Stored data entries
Start of Block

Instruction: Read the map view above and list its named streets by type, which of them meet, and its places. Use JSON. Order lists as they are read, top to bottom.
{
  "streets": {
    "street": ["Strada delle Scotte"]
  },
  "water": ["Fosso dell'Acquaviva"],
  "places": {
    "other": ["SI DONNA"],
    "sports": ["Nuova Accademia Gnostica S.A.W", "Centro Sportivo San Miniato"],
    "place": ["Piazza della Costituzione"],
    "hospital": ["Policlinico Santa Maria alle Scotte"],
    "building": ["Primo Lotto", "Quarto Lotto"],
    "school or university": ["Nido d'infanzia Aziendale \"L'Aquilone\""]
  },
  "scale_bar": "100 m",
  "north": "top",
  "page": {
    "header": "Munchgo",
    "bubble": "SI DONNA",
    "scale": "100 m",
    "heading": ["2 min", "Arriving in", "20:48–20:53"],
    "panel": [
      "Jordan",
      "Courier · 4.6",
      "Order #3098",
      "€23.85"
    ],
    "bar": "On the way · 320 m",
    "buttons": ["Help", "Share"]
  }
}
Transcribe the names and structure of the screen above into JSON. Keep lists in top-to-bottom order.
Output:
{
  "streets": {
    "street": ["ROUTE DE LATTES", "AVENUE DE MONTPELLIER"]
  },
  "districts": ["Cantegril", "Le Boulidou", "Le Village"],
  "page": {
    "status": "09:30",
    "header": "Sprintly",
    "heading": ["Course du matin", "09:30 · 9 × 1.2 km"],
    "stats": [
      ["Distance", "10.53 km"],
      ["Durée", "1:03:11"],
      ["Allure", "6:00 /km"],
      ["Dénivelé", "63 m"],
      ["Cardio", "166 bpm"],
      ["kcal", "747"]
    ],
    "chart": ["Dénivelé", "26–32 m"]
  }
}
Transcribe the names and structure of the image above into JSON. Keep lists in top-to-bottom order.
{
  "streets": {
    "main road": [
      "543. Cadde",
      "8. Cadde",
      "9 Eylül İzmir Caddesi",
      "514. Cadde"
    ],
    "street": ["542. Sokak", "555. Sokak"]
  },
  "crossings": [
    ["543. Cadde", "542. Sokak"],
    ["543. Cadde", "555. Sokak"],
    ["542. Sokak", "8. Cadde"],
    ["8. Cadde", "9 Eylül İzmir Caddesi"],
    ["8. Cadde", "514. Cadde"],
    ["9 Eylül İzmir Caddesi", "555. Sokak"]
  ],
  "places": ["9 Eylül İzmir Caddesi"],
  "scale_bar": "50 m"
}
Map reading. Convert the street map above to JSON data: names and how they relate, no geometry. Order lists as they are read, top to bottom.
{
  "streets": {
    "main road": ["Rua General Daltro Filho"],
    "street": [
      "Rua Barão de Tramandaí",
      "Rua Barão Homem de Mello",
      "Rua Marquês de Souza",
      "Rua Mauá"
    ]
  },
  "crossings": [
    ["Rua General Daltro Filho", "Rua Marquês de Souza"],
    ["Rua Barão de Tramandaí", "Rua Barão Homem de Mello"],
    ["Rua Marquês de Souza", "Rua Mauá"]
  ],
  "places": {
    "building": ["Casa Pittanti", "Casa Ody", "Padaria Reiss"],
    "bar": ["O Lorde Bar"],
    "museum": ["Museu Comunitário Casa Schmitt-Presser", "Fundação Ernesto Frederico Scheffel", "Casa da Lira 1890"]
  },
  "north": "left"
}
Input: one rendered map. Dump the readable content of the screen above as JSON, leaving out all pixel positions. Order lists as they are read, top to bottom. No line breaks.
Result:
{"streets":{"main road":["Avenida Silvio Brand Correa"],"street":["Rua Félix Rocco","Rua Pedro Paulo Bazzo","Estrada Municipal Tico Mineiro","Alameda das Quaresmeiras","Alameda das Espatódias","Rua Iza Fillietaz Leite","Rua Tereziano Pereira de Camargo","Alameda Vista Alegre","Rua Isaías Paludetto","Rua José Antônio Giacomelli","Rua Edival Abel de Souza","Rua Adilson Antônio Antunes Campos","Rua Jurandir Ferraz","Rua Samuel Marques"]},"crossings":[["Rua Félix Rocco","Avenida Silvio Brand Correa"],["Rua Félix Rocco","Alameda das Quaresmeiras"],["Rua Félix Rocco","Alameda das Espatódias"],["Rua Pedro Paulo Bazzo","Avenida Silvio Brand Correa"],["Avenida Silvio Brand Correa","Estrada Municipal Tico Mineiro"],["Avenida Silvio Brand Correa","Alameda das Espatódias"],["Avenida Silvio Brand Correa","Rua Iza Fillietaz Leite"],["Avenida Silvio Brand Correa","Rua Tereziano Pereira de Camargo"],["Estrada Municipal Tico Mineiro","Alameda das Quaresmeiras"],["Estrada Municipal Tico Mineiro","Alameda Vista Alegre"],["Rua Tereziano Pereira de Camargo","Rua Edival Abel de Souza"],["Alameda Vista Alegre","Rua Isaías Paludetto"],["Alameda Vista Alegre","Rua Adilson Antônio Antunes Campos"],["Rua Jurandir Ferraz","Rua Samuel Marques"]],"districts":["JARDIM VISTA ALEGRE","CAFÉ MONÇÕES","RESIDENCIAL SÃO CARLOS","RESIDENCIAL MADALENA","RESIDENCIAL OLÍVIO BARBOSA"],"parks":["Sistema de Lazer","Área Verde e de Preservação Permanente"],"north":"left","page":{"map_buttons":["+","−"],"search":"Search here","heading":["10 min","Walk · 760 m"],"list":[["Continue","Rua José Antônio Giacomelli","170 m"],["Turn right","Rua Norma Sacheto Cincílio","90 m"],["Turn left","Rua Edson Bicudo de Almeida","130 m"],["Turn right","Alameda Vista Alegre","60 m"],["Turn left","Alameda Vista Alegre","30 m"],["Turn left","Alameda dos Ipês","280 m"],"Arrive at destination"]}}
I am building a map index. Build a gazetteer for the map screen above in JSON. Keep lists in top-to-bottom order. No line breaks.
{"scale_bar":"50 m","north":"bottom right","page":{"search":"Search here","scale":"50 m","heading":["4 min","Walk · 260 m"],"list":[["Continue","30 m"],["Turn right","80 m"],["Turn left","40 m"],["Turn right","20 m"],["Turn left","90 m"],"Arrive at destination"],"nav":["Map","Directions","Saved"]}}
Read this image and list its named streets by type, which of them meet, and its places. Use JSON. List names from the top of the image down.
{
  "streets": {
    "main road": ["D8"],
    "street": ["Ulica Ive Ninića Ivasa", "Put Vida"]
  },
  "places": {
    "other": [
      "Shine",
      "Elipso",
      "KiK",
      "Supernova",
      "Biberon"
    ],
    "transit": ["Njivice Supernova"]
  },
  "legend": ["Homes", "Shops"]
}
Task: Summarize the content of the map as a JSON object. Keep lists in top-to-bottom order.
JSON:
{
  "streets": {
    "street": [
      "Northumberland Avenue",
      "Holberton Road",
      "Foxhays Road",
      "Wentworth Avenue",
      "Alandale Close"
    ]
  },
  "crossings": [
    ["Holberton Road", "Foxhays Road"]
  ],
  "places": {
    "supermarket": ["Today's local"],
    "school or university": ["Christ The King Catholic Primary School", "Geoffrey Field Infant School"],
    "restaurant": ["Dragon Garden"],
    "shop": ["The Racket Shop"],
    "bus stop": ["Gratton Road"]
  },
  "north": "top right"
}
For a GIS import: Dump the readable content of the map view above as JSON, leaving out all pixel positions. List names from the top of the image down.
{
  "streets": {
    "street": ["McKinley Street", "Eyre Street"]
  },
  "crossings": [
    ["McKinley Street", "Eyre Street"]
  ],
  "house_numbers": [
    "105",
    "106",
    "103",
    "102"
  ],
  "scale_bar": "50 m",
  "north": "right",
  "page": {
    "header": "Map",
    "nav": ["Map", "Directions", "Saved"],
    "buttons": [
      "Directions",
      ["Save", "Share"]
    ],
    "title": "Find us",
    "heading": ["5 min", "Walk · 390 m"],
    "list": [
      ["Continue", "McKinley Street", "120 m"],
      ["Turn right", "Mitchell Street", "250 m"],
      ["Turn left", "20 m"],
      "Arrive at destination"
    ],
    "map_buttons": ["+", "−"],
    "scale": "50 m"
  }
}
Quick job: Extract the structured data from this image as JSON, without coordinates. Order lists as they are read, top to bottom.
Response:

End of Block

Instructions for the task> The response should contain only a verbatim copy of the lines from the line with "Quick job: Extract" to the final line of the records.

Output>
Quick job: Extract the structured data from this image as JSON, without coordinates. Order lists as they are read, top to bottom.
Response:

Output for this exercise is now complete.